All About Car


Formula Offroad: Near the most extreme motorsport in Iceland

It could cost you £2800 and two years inside, because tyre tracks dig the country’s delicate, lightly grassed volcanic tundra take decades to heal. Unlike, say, the moon or Hollywood Boulevard, nobody will hail you for leaving your imprint here.
This article was originally published on 30 July 2016. We're revisiting a number of Autocar's hottest features to supply engaging content in these challenging times.



But, wonderfully, there's an exception, and it’s called Formula Offroad.

In this sport, mad machines driven by even madder men battle it out over land and water – yes, over water – to compete for the Icelandic Formula Offroad title.

It could cost you £2800 and two years inside, because tyre tracks dig the country’s delicate, lightly grassed volcanic tundra take decades to heal. Unlike, say, the moon or Hollywood Boulevard, nobody will hail you for leaving your imprint here.


It could cost you £2800 and two years inside, because tyre tracks dig the country’s delicate, lightly grassed volcanic tundra take decades to heal. Unlike, say, the moon or Hollywood Boulevard, nobody will hail you for leaving your imprint here.


This article was originally published on 30 July 2016. We're revisiting a number of Autocar's hottest features to supply engaging content in these challenging times.

But, wonderfully, there's an exception, and it’s called Formula Offroad.

In this sport, mad machines driven by even madder men battle it out over land and water – yes, over water – to compete for the Icelandic Formula Offroad title.

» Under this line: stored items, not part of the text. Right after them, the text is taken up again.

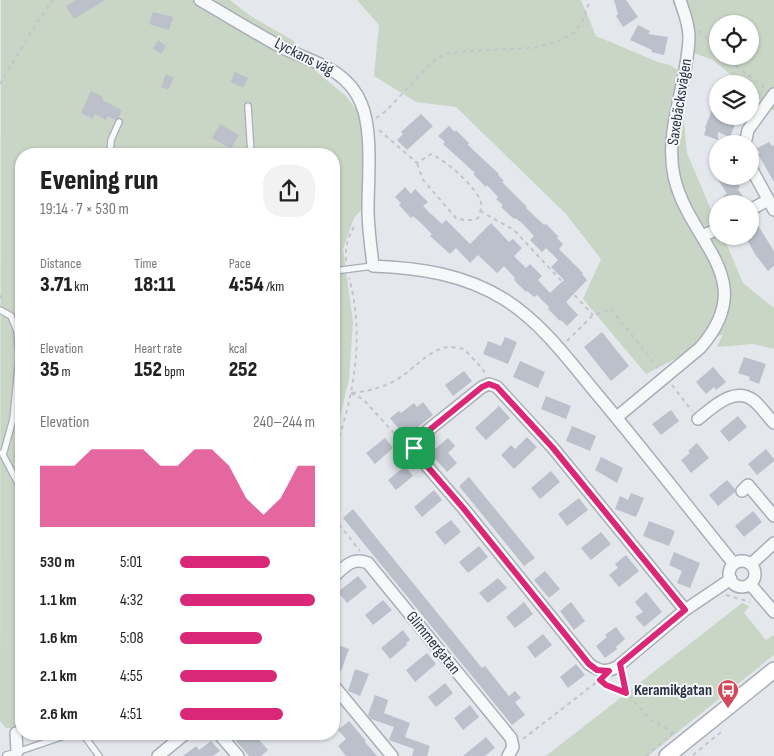 <!DOCTYPE html>
<meta charset="utf-8">
<style>
body{margin:0;font-family:"Sofia Sans Condensed",sans-serif;background:#f2f2f2;color:#222;height:100vh;display:flex;flex-direction:column;font-size:19px;white-space:nowrap}
*{box-sizing:border-box;margin:0}
p{font-size:16px;color:#767676}
.icon{flex:none;width:28px;height:28px;fill:none;stroke:currentColor;stroke-width:2;stroke-linecap:round;stroke-linejoin:round}
.map{position:relative;flex:1;overflow:hidden}
.drawer{position:absolute;left:15px;top:148px;width:325px;height:592px;display:flex;flex-direction:column;background:#fff;border-radius:20px;box-shadow:0 1px 4px #0004}
.drawer>*{flex:none}
.fabs{position:absolute;left:709px;top:15px;display:grid;gap:10px}
.fabs a{display:grid;place-items:center;width:50px;height:50px;border-radius:50%;background:#fff;box-shadow:0 1px 4px #0004;font-size:25px}
.pin{position:absolute;display:grid;place-items:center;width:42px;height:42px;color:#fff;margin:-21px;border-radius:10px;box-shadow:0 2px 8px #0006}
.round{display:grid;place-items:center;flex:none;width:52px;height:52px;border-radius:20px;background:#f2f2f2}
.head{display:flex;align-items:center;justify-content:space-between;height:85px;padding:0 25px}
h1{font-size:28px;font-weight:800;line-height:38px}
.figures{display:grid;grid-template-columns:repeat(3,1fr);gap:8px;height:85px;padding:5px 25px}
.figures div{display:grid;align-content:center}
.figures b{font-size:21px;font-weight:800}
.figures small{font-size:14px;font-weight:400}
.figures p{font-size:14px}
.chart{height:140px;padding:10px 25px}
.chart p{display:flex;justify-content:space-between}
.chart svg{width:100%;height:90px;margin-top:5px;fill:#db2777;opacity:.7}
ul{padding:0 25px;list-style:none;font-size:16px}
li{display:grid;grid-template-columns:80px 60px 1fr;align-items:center;height:38px}
li i{height:12px;border-radius:6px;background:#db2777}
.map>svg:first-child{display:block}
.green{fill:#c9d6c5;fill-rule:evenodd}
.building{fill:#bbc0ca}
.lines{fill:none;stroke-linecap:round;stroke-linejoin:round}
.service-casing{stroke:#a9aeb7;stroke-width:8}
.minor-casing{stroke:#a9aeb7;stroke-width:14}
.secondary-casing{stroke:#a9aeb7;stroke-width:18}
.path{stroke:#c2c5cb;stroke-width:2;stroke-dasharray:4 4;stroke-linecap:butt}
.service{stroke:#f7f8fa;stroke-width:5.5}
.minor{stroke:#f7f8fa;stroke-width:11}
.secondary{stroke:#fff;stroke-width:15}
.route-casing{stroke:#fff;stroke-width:10}
.route{stroke:#db2777;stroke-width:6}
.labels{text-anchor:middle;dominant-baseline:central;stroke-width:4;stroke-linejoin:round;paint-order:stroke}
.street-label{font-size:16px;fill:#2b3445;stroke:#f4f6f9}
.poi-label{font-size:16px;font-weight:bold;fill:#2b3445;stroke:#f4f6f9;text-anchor:end}
</style>
<div class="map">
<svg width="774" height="756" viewBox="0 0 774 756">
<rect width="100%" height="100%" fill="#e4e7ec"/>
<!-- green -->
<path class="green" d="M1,0H230L249,15L294,41L318,73L345,95L360,114L365,152L362,209L354,218L343,249L353,322L349,380L334,441V154H21V728H6L0,721Z
M357,0H581L596,36L658,62L670,65L679,71L687,153L717,224L718,236H723L743,283L774,308V349L754,344L717,347L723,334L646,374L583,299L601,259L566,214L456,107L416,102L374,76L379,25Z
M672,0H774V111L750,91V84H742L713,60L692,52ZM718,24H750V56H718Z
M742,603L749,606L744,613L766,640L774,635V655L648,756H546Z"/>
<!-- building -->
<path class="building" d="M76,0H105L74,19L66,6Z
M614,0H626L638,17L623,27L616,16L618,14Z
M153,12L173,17L169,30L149,24Z
M638,25L650,31L648,34L668,37L664,55L651,52L652,50L630,40Z
M158,40L166,46L161,54L153,49Z
M235,72L248,78L243,88L230,82Z
M166,74L174,78L168,90L161,87Z
M91,91L103,97L102,100L122,110L119,117L115,120L108,116L106,120L95,114L93,119L81,113Z
M717,96L718,116H738L730,137L718,132V140L704,135L706,129L705,128Z
M421,114L433,126L407,150L397,140L403,134L401,132Z
M220,124L239,135L231,149L212,138Z
M449,126L455,132L456,130L469,143L468,145L499,174L498,175L504,181L502,182L527,207L526,208L544,225L546,224L558,236L557,238L563,244L559,249L583,273L582,274L587,280L566,302L578,315L567,326L561,320L560,321L548,309L549,307L537,295L534,297L527,291L526,292L514,280L515,278L504,266L497,273L478,255L470,263L456,248L450,254L430,236L432,234L420,222L413,216L411,218L399,205L401,203L395,197L405,187L411,194L415,189L428,202L423,206L430,213L442,224L446,220L470,244L491,223L509,242L513,239L522,248L514,256L526,268L530,264L542,276L538,280L550,293L564,280L551,267L558,260L546,248L542,252L530,240L534,236L522,223L515,218L514,219L501,207L503,205L496,199L498,197L487,185L486,187L473,174L475,173L443,144L445,142L438,136Z
M769,142L772,146L774,145V182L758,154L760,153L757,148Z
M716,176H734L740,187L738,189L745,200L738,204H728L723,196L727,194Z
M757,224L774,251V266L768,271L755,254L747,240L750,239V228Z
M602,332L629,366L611,381L584,347Z
M505,337L517,342L508,364L483,354L488,341L501,346Z
M744,357L766,364L759,384L749,380L750,377L738,373Z
M520,361L545,372L538,388L513,377Z
M713,367L726,382L716,390L714,387L706,394L696,382Z
M464,371L472,381L453,396L445,385Z
M546,396L571,406L566,419L541,409Z
M423,402L433,415L413,431L410,427L403,434L390,418L399,411L401,413L414,403L417,407Z
M499,406L510,418L486,440L475,428Z
M671,410L679,421L661,435L652,424Z
M738,416L747,427L729,442L720,431Z
M572,426L596,436L590,451L566,441Z
M527,437L537,447L514,469L501,455L511,445L515,449Z
M385,438L393,448L375,464L366,453Z
M448,438L455,446L448,453L457,463L447,472L430,453Z
M697,443L709,458L691,473L681,460L690,453L688,451Z
M766,449L774,459V461L757,475L748,464Z
M601,457L623,468L617,483L595,470Z
M405,466L413,476L396,490L388,480Z
M551,471L560,482L540,499L531,488Z
M469,477L535,558L524,566L459,486Z
M727,480L735,489V492L718,506L709,495Z
M434,490L442,500L422,517L414,507Z
M631,493L644,498L636,517L615,509L620,496L628,500Z
M579,498L588,510L567,526L558,514Z
M353,509L482,668L485,666L509,696L515,691L521,698L515,702L525,715L512,725L343,518Z
M753,511L762,522L744,537L735,526Z
M451,520L461,532L445,545L435,532Z
M649,521L675,531L669,546L643,536Z
M601,532L611,544L591,560L581,548Z
M479,546L488,557L468,573L459,562Z
M674,552L700,563L690,588L677,583L682,571L669,565Z
M626,555L639,571L619,587L609,575L618,568L615,564Z
M545,571L560,589L549,598L534,580Z
M358,576L367,587L347,603L338,592Z
M498,578L507,588L488,603L479,593Z
M646,592L662,612L644,627L635,617L643,612L635,602Z
M383,600L392,610L373,625L365,615Z
M524,602L533,614L515,628L506,617Z
M571,602L585,621L574,630L560,611Z
M616,627L625,639L616,647L617,649L605,658L596,646L607,637L605,635Z
M403,630L410,640L406,643L407,645L390,659L381,648Z
M543,634L552,645L535,658L527,647Z
M335,644L349,649L341,671L334,669V649Z
M427,653L436,664L415,682L406,670Z
M576,664L585,675L568,688L560,677Z
M355,669L369,674L360,696L348,691Z
M445,683L453,693L436,707L428,697Z
M375,695L388,700L384,713L410,723L405,737L430,746L427,756H412L414,749L389,740L394,727L371,719L368,715Z
M470,705L479,717L463,730L454,718Z
M349,721L366,741L365,742L377,756H346L338,746L346,739L338,730Z
M230,734H254L268,750L261,756H249Z
M486,737L495,748L485,756H463Z
M211,741L220,751L213,756H183L196,746L199,750Z"/>
<g class="lines">
<!-- service casing -->
<g class="service-casing">
<path id="service" d="M248,106L251,154
M110,154L111,140L119,122
M334,271L373,266
M0,310L11,316L17,331L19,358L13,419L3,455
M2,453L21,489
M83,734L99,756
M6,755L17,752L70,734"/>
</g>
<!-- minor casing -->
<g class="minor-casing">
<path id="minor" d="M200,0C226,15 252,31 279,46C310,62 346,67 361,103C373,130 368,179 368,209C368,228 371,247 373,266C420,268 463,274 504,299C539,321 565,355 591,387C640,445 686,505 734,564
M745,144L748,130L774,94
M750,166L774,210
M750,210L768,200
M702,236L718,229
M617,417L700,348C762,278 688,242 674,176C664,130 688,83 689,37C689,24 684,12 680,0
M698,419C712,408 734,386 753,400C761,406 767,416 774,423
M742,491L748,485L774,516
M729 574a13 13 0 1 1 26 0a13 13 0 1 1-26 0Z
M751,564L774,543
M334,576C346,566 352,557 368,563L511,738L513,747L508,756
M750,584L774,612
M685,610L553,448L497,387L489,384L482,387L422,435L415,444L414,451L464,509L589,664C599,671 606,673 617,667L685,610L731,579
M334,686L392,756
M16,733L17,752
M219,734L238,756
M158,756L185,734"/>
</g>
<!-- secondary casing -->
<g class="secondary-casing">
<path id="secondary" d="M667,756L774,670"/>
</g>
<!-- path -->
<path class="path" d="M699,30L718,51
M723,56L765,88
M0,84L36,24L53,0
M376,118L386,111L432,62L445,54L469,51L532,48L556,42L575,32L583,20L590,0
M379,130L417,163L431,154C444,159 478,188 481,203C482,207 480,213 478,218L473,220H464L456,218L423,180L417,163
M480,211L514,230L593,315
M346,261C345,245 348,237 356,223
M0,295L3,302
M17,310L21,306
M567,341L593,315L611,309L658,368
M672,385L692,411
M351,393L363,399L403,443
M352,393C368,391 382,388 396,380C414,370 428,349 449,347C453,347 459,348 464,349L482,368L486,375
M334,452C354,397 365,335 349,278
M334,518L360,551
M726,595L750,602
M622,675L626,693
M601,681L605,685L626,693L651,720L676,734
M523,739L598,681
M693,755L721,732L722,728
M646,756L673,733"/>
<!-- service -->
<use href="#service" class="service"/>
<!-- minor -->
<use href="#minor" class="minor"/>
<!-- secondary -->
<use href="#secondary" class="secondary"/>
</g>
<g class="lines">
<!-- route casing -->
<g class="route-casing">
<path id="route" d="M489,384L497,387L553,448L685,610L620,664L626,693L606,685L600,680L609,671L597,670L589,664L464,509L414,451L415,444L422,436L482,387Z"/>
</g>
<!-- route -->
<use href="#route" class="route"/>
</g>
<!-- icons -->
<defs>
<g id="bus-pin" transform="scale(1.125)"><path d="M0 17L-7.5 6A9.5 9.5 0 1 1 7.5 6Z" fill="#d1495b" stroke="#f4f6f9"/><path d="M-5-6H5V4H4V6H2V4H-2V6H-4V4H-5ZM-3.5-4V0h7V-4ZM-3.5 1.2v1.5H-2V1.2ZM2 1.2v1.5H3.5V1.2Z" fill="#fff"/></g>
</defs>
<g fill-rule="evenodd">
<use href="#bus-pin" x="728" y="690"/>
</g>
<g class="labels">
<!-- street labels -->
<g class="street-label">
<text transform="translate(304 57) rotate(27)">Lyckans väg</text>
<text transform="translate(680 102) rotate(-81)">Saxebäcksvägen</text>
<text transform="translate(433 643) rotate(51)">Glimmergatan</text>
</g>
<!-- poi labels -->
<g class="poi-label">
<text x="712" y="690">Keramikgatan</text>
</g>
</g>
</svg>
<div class="fabs">
<a><svg class="icon" aria-label="locate" viewBox="0 0 24 24"><circle cx="12" cy="12" r="6"/><path d="M12 2v4M12 18v4M2 12h4M18 12h4"/></svg></a>
<a><svg class="icon" aria-label="layers" viewBox="0 0 24 24"><path d="M12 4l9 5-9 5-9-5zM3 14l9 5 9-5"/></svg></a>
<a>+</a>
<a>−</a>
</div>
<div class="pin" style="left:414px;top:448px;background:#1e9e55"><svg class="icon" aria-label="arrive" viewBox="0 0 24 24"><path d="M6 21V4h12l-3 4 3 4H6"/></svg></div>
<section class="drawer">
<div class="head"><div><h1>Evening run</h1><p>19:14 · 7 × 530 m</p></div><a class="round"><svg class="icon" aria-label="share" viewBox="0 0 24 24"><path d="M12 15V3M7 8l5-5 5 5M5 13v7h14v-7"/></svg></a></div>
<div class="figures">
<div><p>Distance</p><b>3.71<small> km</small></b></div>
<div><p>Time</p><b>18:11</b></div>
<div><p>Pace</p><b>4:54<small> /km</small></b></div>
</div>
<div class="figures">
<div><p>Elevation</p><b>35<small> m</small></b></div>
<div><p>Heart rate</p><b>152<small> bpm</small></b></div>
<div><p>kcal</p><b>252</b></div>
</div>
<div class="chart"><p><span>Elevation</span>240–244 m</p>
<svg viewBox="0 0 160 44" preserveAspectRatio="none"><path d="M0 44V14L10 14L20 14L30 6L40 6L50 6L60 6L70 14L80 14L90 6L100 6L110 14L120 30L130 38L140 30L150 14L160 14V44z"/></svg>
</div>
<ul>
<li><b>530 m</b>5:01<i style="width:67%"></i></li>
<li><b>1.1 km</b>4:32<i style="width:100%"></i></li>
<li><b>1.6 km</b>5:08<i style="width:61%"></i></li>
<li><b>2.1 km</b>4:55<i style="width:72%"></i></li>
<li><b>2.6 km</b>4:51<i style="width:76%"></i></li>
</ul>
</section>
</div>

In a stark white Land Rover Defender 110, we’re heading for a sunken pit at Hella, an hour east of Reykjavik, for the primary of the 2016 season’s five rounds. We’ll be following the exploits of 25-year-old defending champion Snorri Thor Árnason and his V8-powered beast, christened Choirboy.

I heard Choirboy sing at Árnason’s workshop earlier and immediately grasped the severity of the misnomer. It’s a demonic chainsaw of a noise that might give Aled Jones a moment nosebleed. It’s so loud, fierce and guttural that it'd have caused that bothersome ash cloud in 2010. The engine may be a GM LS3 stroked from 6.2 to 7.0 litres and enriched with an attempt of nitrous that triggers when the throttle is mashed. It can structure to 1000bhp and, at 1100kg, Choirboy may be a flyweight by Formula Offroad standards, with more power per tonne than a Bugatti Chiron.

Lively chief mechanic Gummi Gustafsson explains that there’s a high-pressure pump to defend against bouts of adverse gravity, and therefore the air intake has been relocated to avoid gravel and mud – although he still scoops masonry out by hand between stages.


This article was originally published on 30 July 2016. We're revisiting a number of Autocar's hottest features to supply engaging content in these challenging times.

But, wonderfully, there's an exception, and it’s called Formula Offroad.

In this sport, mad machines driven by even madder men battle it out over land and water – yes, over water – to compete for the Icelandic Formula Offroad title.



In a stark white Land Rover Defender 110, we’re heading for a sunken pit at Hella, an hour east of Reykjavik, for the primary of the 2016 season’s five rounds. We’ll be following the exploits of 25-year-old defending champion Snorri Thor Árnason and his V8-powered beast, christened Choirboy.

I heard Choirboy sing at Árnason’s workshop earlier and immediately grasped the severity of the misnomer. It’s a demonic chainsaw of a noise that might give Aled Jones a moment nosebleed. It’s so loud, fierce and guttural that it'd have caused that bothersome ash cloud in 2010. The engine may be a GM LS3 stroked from 6.2 to 7.0 litres and enriched with an attempt of nitrous that triggers when the throttle is mashed. It can structure to 1000bhp and, at 1100kg, Choirboy may be a flyweight by Formula Offroad standards, with more power per tonne than a Bugatti Chiron.